Une étude publiée aux Etats-Unis rapporte un risque accru d’atteinte des neurones moteurs, qui cumule les symptômes de sclérose latérale amyotrophique, de paralysie bulbaire progressive et d’atrophie musculaire progressive, associés au soudage et au brasage (Armon et coll., 1991). Le soudage apparaît également comme un facteur de risque, tout comme les travaux électriques et le travail avec des produits d’imprégnation, dans une étude suédoise (Gunnarsson et coll., 1992). Dans le cas d’une prédisposition héréditaire à des pathologies de neurodégénérescence et de thyroïdisme, compliquée par l’exposition aux solvants chez les sujets de sexe masculin, le risque atteint 15,6. D’autres études font également valoir que l’exposition au plomb et aux solvants peut revêtir une certaine importance (Campbell, Williams et Barltrop, 1970; Hawkes, Cavanagh et Fox, 1989; Chio, Tribolo et Schiffer, 1989; Sienko et coll., 1990).

En ce qui concerne la maladie d’Alzheimer, une méta-analyse groupant onze études cas-témoins (Graves et coll., 1991) ne rapporte aucun indice concluant de risque professionnel, mais, plus récemment, un risque accru que courraient les ouvriers a été signalé (Fratiglioni et coll., 1993). Une autre étude récente, qui incluait notamment des sujets très âgés, faisait valoir que l’exposition aux solvants pouvait constituer un facteur de risque assez important (Kukull et coll., 1995). L’hypothèse récente selon laquelle la maladie d’Alzheimer pourrait être rapportée à l’exposition à des champs électromagnétiques était plus surprenante encore (Sobel et coll., 1995). Ces deux dernières études vont sans doute stimuler l’intérêt porté à plusieurs investigations nouvelles conduites selon les protocoles indiqués.

Ainsi donc, compte tenu des perspectives qui s’ouvrent aujourd’hui à la neuro-épidémiologie, telles qu’elles viennent d’être brièvement évoquées, il semble qu’il y ait de bonnes raisons d’entreprendre de nouvelles études en relation avec le travail et portant sur des troubles neurologiques et neuropsychiatriques plus ou moins négligés jusqu’à présent.

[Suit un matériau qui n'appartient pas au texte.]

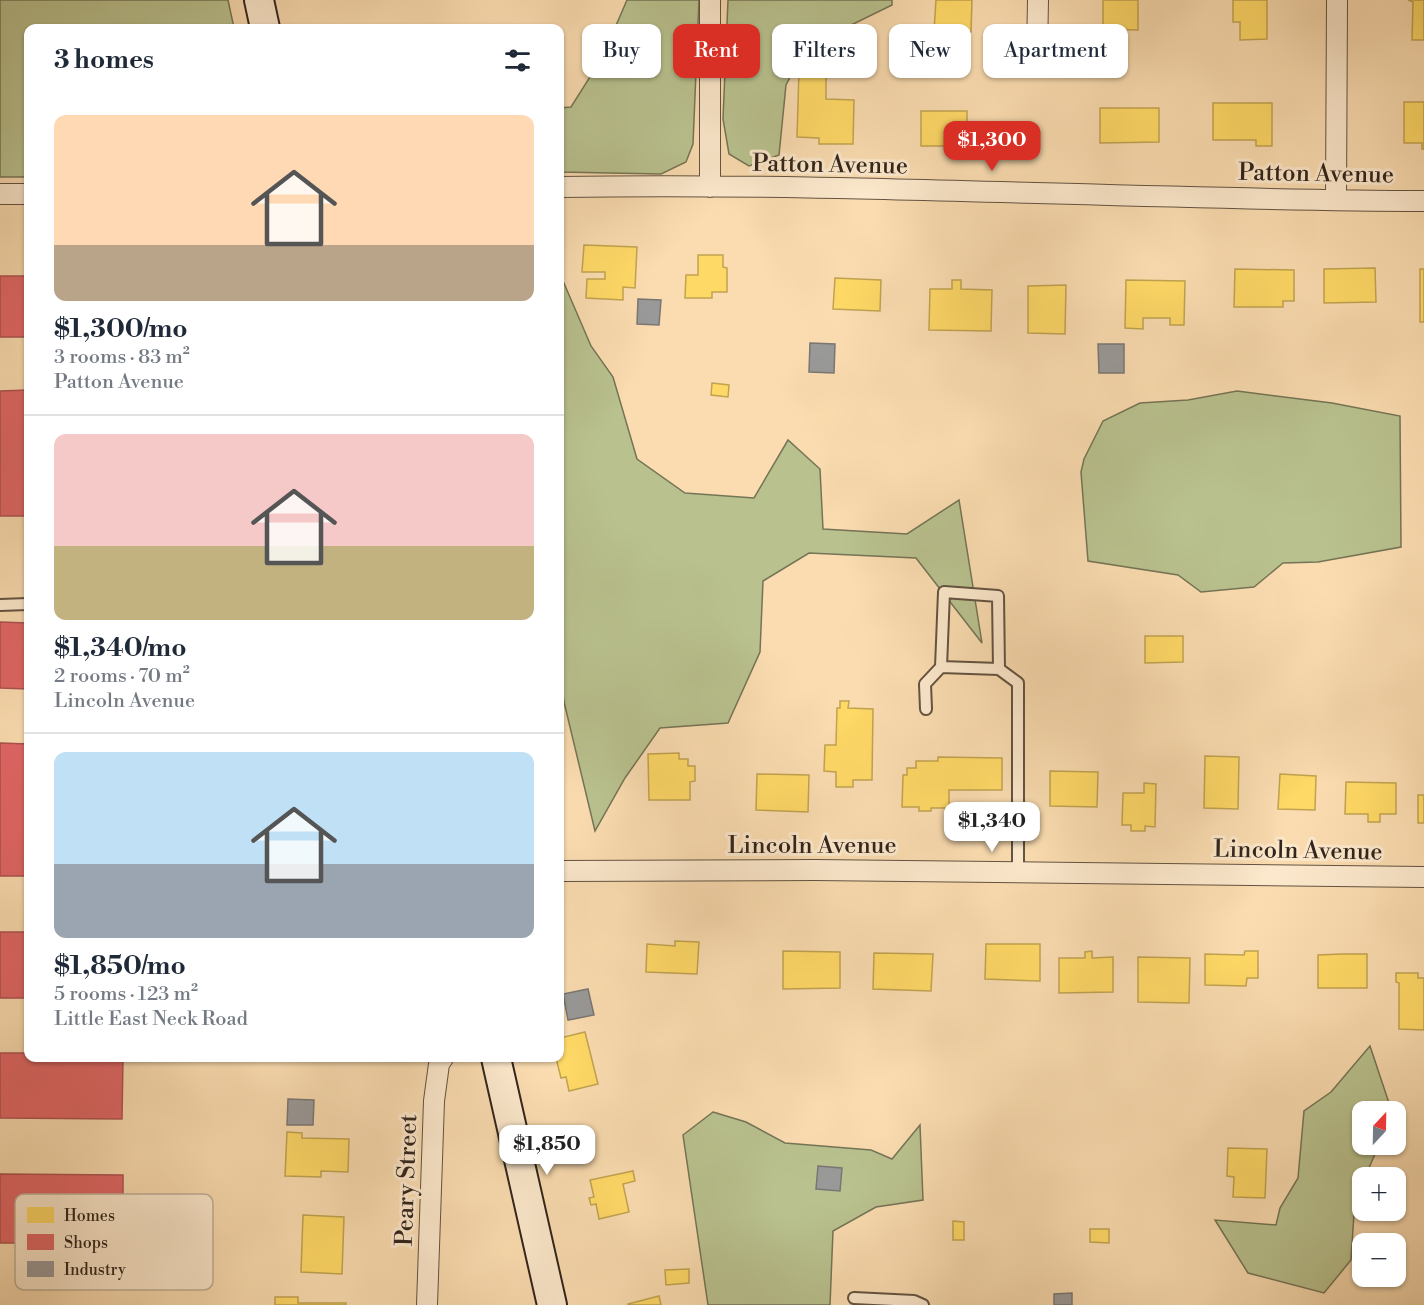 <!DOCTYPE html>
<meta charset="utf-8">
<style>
body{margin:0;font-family:"Libre Bodoni",serif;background:#f2f2f3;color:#1f2937;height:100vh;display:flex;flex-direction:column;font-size:22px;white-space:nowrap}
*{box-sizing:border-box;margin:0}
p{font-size:20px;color:#747a83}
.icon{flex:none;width:33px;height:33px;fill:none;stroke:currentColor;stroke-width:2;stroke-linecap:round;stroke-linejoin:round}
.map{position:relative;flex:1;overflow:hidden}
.panel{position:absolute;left:24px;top:24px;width:540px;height:1038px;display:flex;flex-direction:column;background:#fff;border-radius:12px;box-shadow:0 2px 4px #0004}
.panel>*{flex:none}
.banner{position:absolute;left:582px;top:24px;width:570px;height:54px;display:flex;gap:12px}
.needle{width:39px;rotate:22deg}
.buttons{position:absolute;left:1352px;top:1101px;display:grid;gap:12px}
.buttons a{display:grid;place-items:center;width:54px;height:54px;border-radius:12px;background:#fff;box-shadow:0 2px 4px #0004;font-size:30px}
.price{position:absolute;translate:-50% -51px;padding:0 14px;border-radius:12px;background:#fff;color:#222;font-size:20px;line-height:39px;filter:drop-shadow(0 2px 3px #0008)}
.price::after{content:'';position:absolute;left:50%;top:36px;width:18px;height:14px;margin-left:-9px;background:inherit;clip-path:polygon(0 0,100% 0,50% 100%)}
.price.selected{background:#d93025;color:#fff}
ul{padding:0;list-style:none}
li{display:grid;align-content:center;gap:12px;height:318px;padding:0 30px}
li+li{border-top:2px solid #e0e1e3}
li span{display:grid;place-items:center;height:186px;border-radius:12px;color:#555}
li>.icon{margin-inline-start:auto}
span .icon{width:108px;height:108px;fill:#fffc;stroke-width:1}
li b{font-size:26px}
h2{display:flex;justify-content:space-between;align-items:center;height:72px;padding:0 30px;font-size:26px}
.chip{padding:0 21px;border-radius:12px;background:#fff;box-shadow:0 2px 4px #0004;font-size:21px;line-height:54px}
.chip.selected{background:#d93025;color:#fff}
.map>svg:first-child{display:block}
</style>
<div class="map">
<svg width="1424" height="1305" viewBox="0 0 1424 1305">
<rect width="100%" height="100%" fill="#fadcb0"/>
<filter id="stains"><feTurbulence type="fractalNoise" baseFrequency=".00333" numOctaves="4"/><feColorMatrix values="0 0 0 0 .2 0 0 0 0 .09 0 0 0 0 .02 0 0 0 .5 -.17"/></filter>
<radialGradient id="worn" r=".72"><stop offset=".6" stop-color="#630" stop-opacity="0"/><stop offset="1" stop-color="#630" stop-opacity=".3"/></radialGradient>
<path fill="#b9c28f" stroke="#757456" stroke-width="1.5" d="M 0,0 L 228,0 L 234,28 L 28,28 L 28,177 L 0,177 Z
M 627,0 L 699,0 L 693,144 L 686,162 L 661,174 L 560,172 L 560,108 L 571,107 L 602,58 Z
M 728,0 L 892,0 L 892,5 L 841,30 L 812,36 L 786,85 L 779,155 L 749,166 L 729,154 L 723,119 Z
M 560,274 L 591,346 L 613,377 L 637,459 L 685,493 L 754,498 L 788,440 L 820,469 L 823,529 L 907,534 L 959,500 L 982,643 L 916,558 L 809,553 L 763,581 L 760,652 L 728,723 L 660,728 L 625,778 L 595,831 L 564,702 L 560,667 Z
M 1237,391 L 1332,403 L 1400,416 L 1401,547 L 1318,562 L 1283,563 L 1254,587 L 1201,592 L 1178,575 L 1088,561 L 1081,472 L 1084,459 L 1103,421 L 1140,403 L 1188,400 Z
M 1370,1046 L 1390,1106 L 1389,1111 L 1362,1112 L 1362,1144 L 1379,1145 L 1365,1177 L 1362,1178 L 1362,1184 L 1355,1198 L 1351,1260 L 1324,1293 L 1248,1273 L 1215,1220 L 1276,1225 L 1280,1208 L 1298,1178 L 1304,1111 L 1331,1092 Z
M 713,1112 L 746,1122 L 785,1143 L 871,1150 L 892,1159 L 920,1125 L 923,1200 L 876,1207 L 833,1231 L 830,1305 L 708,1305 L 683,1135 Z"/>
<path fill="#ffd966" stroke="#c1a350" stroke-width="1.5" d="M 936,0 L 972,0 L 971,32 L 934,31 Z
M 1103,0 L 1138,0 L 1138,30 L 1103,29 Z
M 1233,0 L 1267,0 L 1267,39 L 1240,40 L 1240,22 L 1233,22 Z
M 1408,0 L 1424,0 L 1424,40 L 1412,40 L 1413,2 Z
M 799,70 L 826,71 L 826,99 L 854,100 L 853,144 L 819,144 L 819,138 L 797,137 Z
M 1404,102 L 1424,102 L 1424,149 L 1422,149 L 1422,143 L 1404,143 Z
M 1213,103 L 1272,103 L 1272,146 L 1256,146 L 1256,140 L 1213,140 Z
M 1100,108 L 1159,108 L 1159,142 L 1100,143 Z
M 921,111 L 967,111 L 967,146 L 921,146 Z
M 584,245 L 637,247 L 635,288 L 623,287 L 623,300 L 586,298 L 587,279 L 605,279 L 605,272 L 582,272 Z
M 698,255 L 723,255 L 723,267 L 727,268 L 727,292 L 712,292 L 712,298 L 685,298 L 686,275 L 698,275 Z
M 1375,268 L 1376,302 L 1324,303 L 1324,269 Z
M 1235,269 L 1294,270 L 1294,301 L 1283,301 L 1283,307 L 1234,307 Z
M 1420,269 L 1424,269 L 1424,322 L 1420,322 Z
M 835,278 L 881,280 L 880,311 L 833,309 Z
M 952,280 L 961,280 L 961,289 L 992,290 L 991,331 L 929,330 L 930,289 L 952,289 Z
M 1126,280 L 1185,281 L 1184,325 L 1170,325 L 1170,318 L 1143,318 L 1143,329 L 1125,328 Z
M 1066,285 L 1065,334 L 1028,333 L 1028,286 Z
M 712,383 L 729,385 L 728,397 L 711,395 Z
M 1145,636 L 1183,636 L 1183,662 L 1145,663 Z
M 840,701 L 849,701 L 848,708 L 873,709 L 872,780 L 853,780 L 853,787 L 836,787 L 836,772 L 824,771 L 825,745 L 836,745 L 837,708 L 840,708 Z
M 679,753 L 679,759 L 688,759 L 688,766 L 695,766 L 695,781 L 690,782 L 690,800 L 649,800 L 648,754 Z
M 1205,756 L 1239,757 L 1238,809 L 1204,808 Z
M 938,757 L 1002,758 L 1002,790 L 949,790 L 949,808 L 931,808 L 931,811 L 919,811 L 919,807 L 902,807 L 903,775 L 907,775 L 907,768 L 916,768 L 916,761 L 938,761 Z
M 1050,771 L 1098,772 L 1097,807 L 1050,806 Z
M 757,774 L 809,775 L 808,812 L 756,810 Z
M 1280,774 L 1316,776 L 1315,810 L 1278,809 Z
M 1346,782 L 1396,783 L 1396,814 L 1380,814 L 1380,822 L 1368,822 L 1368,814 L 1345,814 Z
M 1144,783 L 1156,784 L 1155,827 L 1145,826 L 1145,831 L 1131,831 L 1131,825 L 1122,825 L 1123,793 L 1144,793 Z
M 1418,795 L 1424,795 L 1424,823 L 1418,823 Z
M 675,941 L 699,942 L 697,974 L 646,972 L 647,944 L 675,946 Z
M 986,944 L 1040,944 L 1040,981 L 985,979 Z
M 783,951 L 840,952 L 840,988 L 783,989 Z
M 1092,951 L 1092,958 L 1113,957 L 1113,992 L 1059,993 L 1059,958 L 1085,958 L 1085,952 Z
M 1245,951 L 1258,951 L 1258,978 L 1247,978 L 1246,986 L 1205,985 L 1205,954 L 1244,955 Z
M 874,953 L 933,954 L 931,991 L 873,989 Z
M 1342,954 L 1367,954 L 1367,988 L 1318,988 L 1318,955 Z
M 1138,957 L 1190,958 L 1189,1003 L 1138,1002 Z
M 1396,973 L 1418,973 L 1418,978 L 1424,978 L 1424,1030 L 1399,1029 L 1399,983 L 1396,982 Z
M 585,1032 L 598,1084 L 569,1091 L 566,1077 L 561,1078 L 556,1058 L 560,1058 L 560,1055 L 563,1054 L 560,1038 Z
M 287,1132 L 302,1133 L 302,1138 L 349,1139 L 348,1172 L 321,1171 L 321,1177 L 285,1176 Z
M 1228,1148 L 1267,1149 L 1265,1198 L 1233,1197 L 1234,1177 L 1227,1176 Z
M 633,1171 L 635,1181 L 623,1184 L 629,1212 L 599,1219 L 596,1204 L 591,1205 L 589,1198 L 594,1197 L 590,1180 Z
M 303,1215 L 344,1217 L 342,1274 L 301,1272 Z
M 953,1221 L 964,1222 L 964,1240 L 953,1240 Z
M 1090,1229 L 1109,1229 L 1109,1243 L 1090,1242 Z
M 689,1269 L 689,1283 L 666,1285 L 665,1270 Z
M 659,1296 L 661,1305 L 628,1305 L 628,1304 Z
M 275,1297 L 298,1297 L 298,1303 L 346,1303 L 346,1305 L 275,1305 Z"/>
<path fill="#e06666" stroke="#ac5250" stroke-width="1.5" d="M 0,276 L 28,276 L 28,337 L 0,337 Z
M 28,390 L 28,516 L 0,516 L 0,391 Z
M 0,622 L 28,623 L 28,689 L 0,688 Z
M 0,743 L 28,744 L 28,876 L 0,876 Z
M 0,932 L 28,932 L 28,998 L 0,998 Z
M 0,1053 L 28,1053 L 28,1058 L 123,1058 L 122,1119 L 0,1118 Z
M 0,1174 L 123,1175 L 123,1243 L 0,1243 Z"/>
<path fill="#999" stroke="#7a7674" stroke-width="1.5" d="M 638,299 L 661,300 L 659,325 L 637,324 Z
M 810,343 L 835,344 L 834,373 L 809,372 Z
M 1098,344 L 1124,344 L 1124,373 L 1099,373 Z
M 588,989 L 594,1015 L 568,1020 L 563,994 Z
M 288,1099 L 314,1100 L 313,1125 L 287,1125 Z
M 818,1166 L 842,1168 L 840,1191 L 816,1189 Z
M 1072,1293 L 1072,1305 L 1054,1305 L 1054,1294 Z"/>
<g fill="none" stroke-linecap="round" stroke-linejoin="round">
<defs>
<path id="lane" d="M 0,605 L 28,604
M 999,669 L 998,596 L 944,592 L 941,667 L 999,669 L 1018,683 L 1018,872
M 926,709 L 925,684 L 941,667
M 854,1298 L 914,1301 L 923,1305"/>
<path id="street" d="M 710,0 L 710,187
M 1037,54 L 1038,0
M 560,187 C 848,182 1136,200 1424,201
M 0,194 L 28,194
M 1336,200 L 1337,0
M 560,871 L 815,870 L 1424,877
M 427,1305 L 434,1101 L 439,1064 L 443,1058"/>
<path id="secondary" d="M 259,0 L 265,28
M 496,1058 L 552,1305"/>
</defs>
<use href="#lane" stroke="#635341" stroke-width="14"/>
<use href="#street" stroke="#635341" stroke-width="22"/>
<use href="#secondary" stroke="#31251c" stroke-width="32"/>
<use href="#lane" stroke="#fce8cc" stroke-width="10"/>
<use href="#street" stroke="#fce8cc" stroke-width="20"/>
<use href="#secondary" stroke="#fce8cc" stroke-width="28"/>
</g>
<g text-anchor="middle" stroke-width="6" stroke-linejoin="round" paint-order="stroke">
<g font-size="24" fill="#31251c" stroke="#fce8cc">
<text transform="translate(830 164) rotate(1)" y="8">Patton Avenue</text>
<text transform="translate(1316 173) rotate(1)" y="8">Patton Avenue</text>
<text x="812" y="853">Lincoln Avenue</text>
<text transform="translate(1298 850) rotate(1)" y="8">Lincoln Avenue</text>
<text transform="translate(406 1180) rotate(-88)" y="8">Peary Street</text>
</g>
</g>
<rect x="15" y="1194" width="198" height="96" rx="9" fill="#fce8cc" stroke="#bfae97" stroke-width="1.5"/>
<rect x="27" y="1207" width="27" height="16" fill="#ffd966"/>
<rect x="27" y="1234" width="27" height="16" fill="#e06666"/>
<rect x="27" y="1261" width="27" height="16" fill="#999"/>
<g font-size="16" fill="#31251c">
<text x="64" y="1221">Homes</text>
<text x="64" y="1248">Shops</text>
<text x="64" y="1275">Industry</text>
</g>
<rect width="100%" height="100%" filter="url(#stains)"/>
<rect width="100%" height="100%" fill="url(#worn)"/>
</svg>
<div class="buttons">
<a><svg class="needle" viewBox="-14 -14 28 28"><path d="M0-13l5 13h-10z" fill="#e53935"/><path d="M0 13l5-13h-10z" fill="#747a83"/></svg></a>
<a>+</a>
<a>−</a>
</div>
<b class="price selected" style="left:992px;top:172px">$1,300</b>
<b class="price" style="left:992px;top:853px">$1,340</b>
<b class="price" style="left:547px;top:1176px">$1,850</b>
<div class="banner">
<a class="chip">Buy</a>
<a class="chip selected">Rent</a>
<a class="chip">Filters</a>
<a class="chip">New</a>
<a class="chip">Apartment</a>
</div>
<section class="panel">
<h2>3 homes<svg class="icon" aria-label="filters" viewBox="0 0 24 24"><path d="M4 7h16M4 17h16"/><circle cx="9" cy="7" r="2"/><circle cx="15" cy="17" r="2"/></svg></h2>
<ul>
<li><span style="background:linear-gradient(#ffd9b3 70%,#b9a48a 0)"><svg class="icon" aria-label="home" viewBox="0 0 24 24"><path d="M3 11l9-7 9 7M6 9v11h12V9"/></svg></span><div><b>$1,300/mo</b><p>3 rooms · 83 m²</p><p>Patton Avenue</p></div></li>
<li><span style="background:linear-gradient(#f6c9c9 60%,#c2b280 0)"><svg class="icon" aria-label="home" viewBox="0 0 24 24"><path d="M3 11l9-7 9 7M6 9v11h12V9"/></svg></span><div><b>$1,340/mo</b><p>2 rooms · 70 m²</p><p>Lincoln Avenue</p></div></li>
<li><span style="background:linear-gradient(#bfe0f5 60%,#9aa5b1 0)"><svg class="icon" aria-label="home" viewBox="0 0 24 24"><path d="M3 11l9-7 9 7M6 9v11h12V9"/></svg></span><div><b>$1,850/mo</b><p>5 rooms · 123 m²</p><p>Little East Neck Road</p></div></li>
</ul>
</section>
</div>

Il n’est pas impossible que diverses expositions professionnelles contribuent à l’apparition de ces troubles comme il arrive, nous l’avons vu, dans le cas de nombreuses formes de cancer. En outre, de même que dans la recherche des causes du cancer, des éléments d’information ouvrant des perspectives nouvelles quant aux causes profondes de quelques-uns parmi les troubles neurologiques les plus graves et quant aux mécanismes qui les déclenchent pourront nous être révélés par l’épidémiologie professionnelle.